Stored items:
• • • • • • •

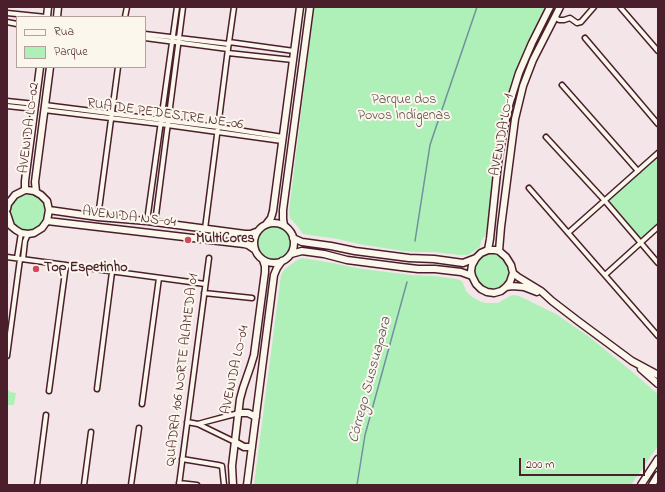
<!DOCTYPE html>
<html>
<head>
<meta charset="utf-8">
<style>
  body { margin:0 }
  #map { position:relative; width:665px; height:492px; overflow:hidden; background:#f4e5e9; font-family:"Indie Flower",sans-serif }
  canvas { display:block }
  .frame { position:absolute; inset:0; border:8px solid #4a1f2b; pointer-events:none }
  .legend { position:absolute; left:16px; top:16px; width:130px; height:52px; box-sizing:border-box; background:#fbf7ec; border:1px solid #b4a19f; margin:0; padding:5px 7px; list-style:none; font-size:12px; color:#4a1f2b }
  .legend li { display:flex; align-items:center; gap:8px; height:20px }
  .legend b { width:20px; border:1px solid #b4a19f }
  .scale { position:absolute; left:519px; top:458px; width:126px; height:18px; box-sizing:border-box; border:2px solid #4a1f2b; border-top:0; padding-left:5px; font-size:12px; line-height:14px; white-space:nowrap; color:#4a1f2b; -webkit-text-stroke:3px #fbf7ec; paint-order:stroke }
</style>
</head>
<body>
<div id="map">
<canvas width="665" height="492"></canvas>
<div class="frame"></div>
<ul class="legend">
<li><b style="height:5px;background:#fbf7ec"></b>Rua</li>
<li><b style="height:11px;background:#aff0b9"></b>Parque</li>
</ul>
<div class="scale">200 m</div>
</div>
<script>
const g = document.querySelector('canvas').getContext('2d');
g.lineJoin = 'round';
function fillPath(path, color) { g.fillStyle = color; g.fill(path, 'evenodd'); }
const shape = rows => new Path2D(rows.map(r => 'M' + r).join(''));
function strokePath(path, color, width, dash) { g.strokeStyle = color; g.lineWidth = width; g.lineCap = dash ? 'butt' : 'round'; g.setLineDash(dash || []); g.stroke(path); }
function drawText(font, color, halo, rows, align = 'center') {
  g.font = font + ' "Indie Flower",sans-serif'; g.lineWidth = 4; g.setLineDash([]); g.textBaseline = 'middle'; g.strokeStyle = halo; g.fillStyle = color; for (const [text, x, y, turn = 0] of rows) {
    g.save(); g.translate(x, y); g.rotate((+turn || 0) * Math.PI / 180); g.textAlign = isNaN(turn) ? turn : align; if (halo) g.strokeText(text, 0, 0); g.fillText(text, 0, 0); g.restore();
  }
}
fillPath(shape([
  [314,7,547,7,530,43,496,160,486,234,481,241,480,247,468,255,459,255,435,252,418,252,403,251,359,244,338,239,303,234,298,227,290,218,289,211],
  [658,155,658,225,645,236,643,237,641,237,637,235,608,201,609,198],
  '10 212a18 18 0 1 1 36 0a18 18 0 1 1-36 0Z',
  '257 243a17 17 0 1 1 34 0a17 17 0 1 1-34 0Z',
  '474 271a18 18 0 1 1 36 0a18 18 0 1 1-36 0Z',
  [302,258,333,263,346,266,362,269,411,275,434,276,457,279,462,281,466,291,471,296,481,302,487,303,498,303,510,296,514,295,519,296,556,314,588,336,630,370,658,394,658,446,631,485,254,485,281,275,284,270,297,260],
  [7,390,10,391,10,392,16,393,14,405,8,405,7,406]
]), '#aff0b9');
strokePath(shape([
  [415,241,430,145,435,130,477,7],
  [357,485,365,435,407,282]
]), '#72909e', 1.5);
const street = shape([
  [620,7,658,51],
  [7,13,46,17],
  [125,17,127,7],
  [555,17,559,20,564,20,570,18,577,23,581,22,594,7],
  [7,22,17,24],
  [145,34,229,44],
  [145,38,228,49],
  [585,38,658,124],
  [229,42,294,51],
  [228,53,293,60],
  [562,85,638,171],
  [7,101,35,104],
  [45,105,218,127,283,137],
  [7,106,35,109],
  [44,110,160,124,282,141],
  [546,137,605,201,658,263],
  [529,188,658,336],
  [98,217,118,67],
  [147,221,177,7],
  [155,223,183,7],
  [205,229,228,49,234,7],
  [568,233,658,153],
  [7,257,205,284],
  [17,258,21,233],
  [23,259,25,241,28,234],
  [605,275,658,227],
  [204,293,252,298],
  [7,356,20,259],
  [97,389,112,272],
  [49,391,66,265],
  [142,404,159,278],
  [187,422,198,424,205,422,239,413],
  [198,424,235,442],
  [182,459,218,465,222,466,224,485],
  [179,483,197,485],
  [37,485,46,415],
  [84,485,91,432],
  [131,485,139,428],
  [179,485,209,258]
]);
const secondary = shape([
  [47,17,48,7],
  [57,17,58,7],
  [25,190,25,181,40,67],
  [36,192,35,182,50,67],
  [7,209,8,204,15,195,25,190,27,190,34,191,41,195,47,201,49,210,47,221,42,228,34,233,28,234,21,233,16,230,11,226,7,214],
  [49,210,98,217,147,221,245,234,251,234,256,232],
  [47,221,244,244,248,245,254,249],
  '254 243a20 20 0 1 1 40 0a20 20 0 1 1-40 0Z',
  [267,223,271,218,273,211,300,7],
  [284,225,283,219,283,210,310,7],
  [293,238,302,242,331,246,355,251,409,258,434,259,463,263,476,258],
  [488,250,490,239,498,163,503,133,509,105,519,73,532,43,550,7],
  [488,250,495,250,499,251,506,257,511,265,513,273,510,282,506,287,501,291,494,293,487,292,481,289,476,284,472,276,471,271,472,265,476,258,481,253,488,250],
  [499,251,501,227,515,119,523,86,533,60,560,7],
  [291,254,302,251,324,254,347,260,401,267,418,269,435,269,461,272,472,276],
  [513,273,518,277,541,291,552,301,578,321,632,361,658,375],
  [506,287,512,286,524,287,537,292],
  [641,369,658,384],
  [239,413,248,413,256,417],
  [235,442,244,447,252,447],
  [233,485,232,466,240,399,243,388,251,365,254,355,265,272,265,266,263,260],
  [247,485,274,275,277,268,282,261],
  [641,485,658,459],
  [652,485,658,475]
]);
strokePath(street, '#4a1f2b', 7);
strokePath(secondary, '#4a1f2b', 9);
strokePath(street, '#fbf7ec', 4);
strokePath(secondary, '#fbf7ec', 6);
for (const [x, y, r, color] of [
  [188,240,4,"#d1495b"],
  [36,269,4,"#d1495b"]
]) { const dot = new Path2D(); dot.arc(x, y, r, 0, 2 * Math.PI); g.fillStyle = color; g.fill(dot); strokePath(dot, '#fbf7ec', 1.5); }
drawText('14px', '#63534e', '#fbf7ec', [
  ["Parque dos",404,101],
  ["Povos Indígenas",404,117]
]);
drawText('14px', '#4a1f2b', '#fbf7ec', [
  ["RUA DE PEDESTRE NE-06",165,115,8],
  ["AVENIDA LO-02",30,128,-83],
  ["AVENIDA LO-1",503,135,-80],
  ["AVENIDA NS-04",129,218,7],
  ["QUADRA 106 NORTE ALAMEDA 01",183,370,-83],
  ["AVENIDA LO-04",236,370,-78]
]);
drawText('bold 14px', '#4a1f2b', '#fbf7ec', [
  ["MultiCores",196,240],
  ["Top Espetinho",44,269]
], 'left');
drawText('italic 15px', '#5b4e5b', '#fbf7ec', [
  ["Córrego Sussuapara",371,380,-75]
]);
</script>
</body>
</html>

• • • • • • •

Exercise details:
Retype each line of the data exactly, beginning with the first; include the line containing "position:absolute; left:16px; top:16px;" and stop there, skipping every picture.

Output below:
<!DOCTYPE html>
<html>
<head>
<meta charset="utf-8">
<style>
  body { margin:0 }
  #map { position:relative; width:665px; height:492px; overflow:hidden; background:#f4e5e9; font-family:"Indie Flower",sans-serif }
  canvas { display:block }
  .frame { position:absolute; inset:0; border:8px solid #4a1f2b; pointer-events:none }
  .legend { position:absolute; left:16px; top:16px; width:130px; height:52px; box-sizing:border-box; background:#fbf7ec; border:1px solid #b4a19f; margin:0; padding:5px 7px; list-style:none; font-size:12px; color:#4a1f2b }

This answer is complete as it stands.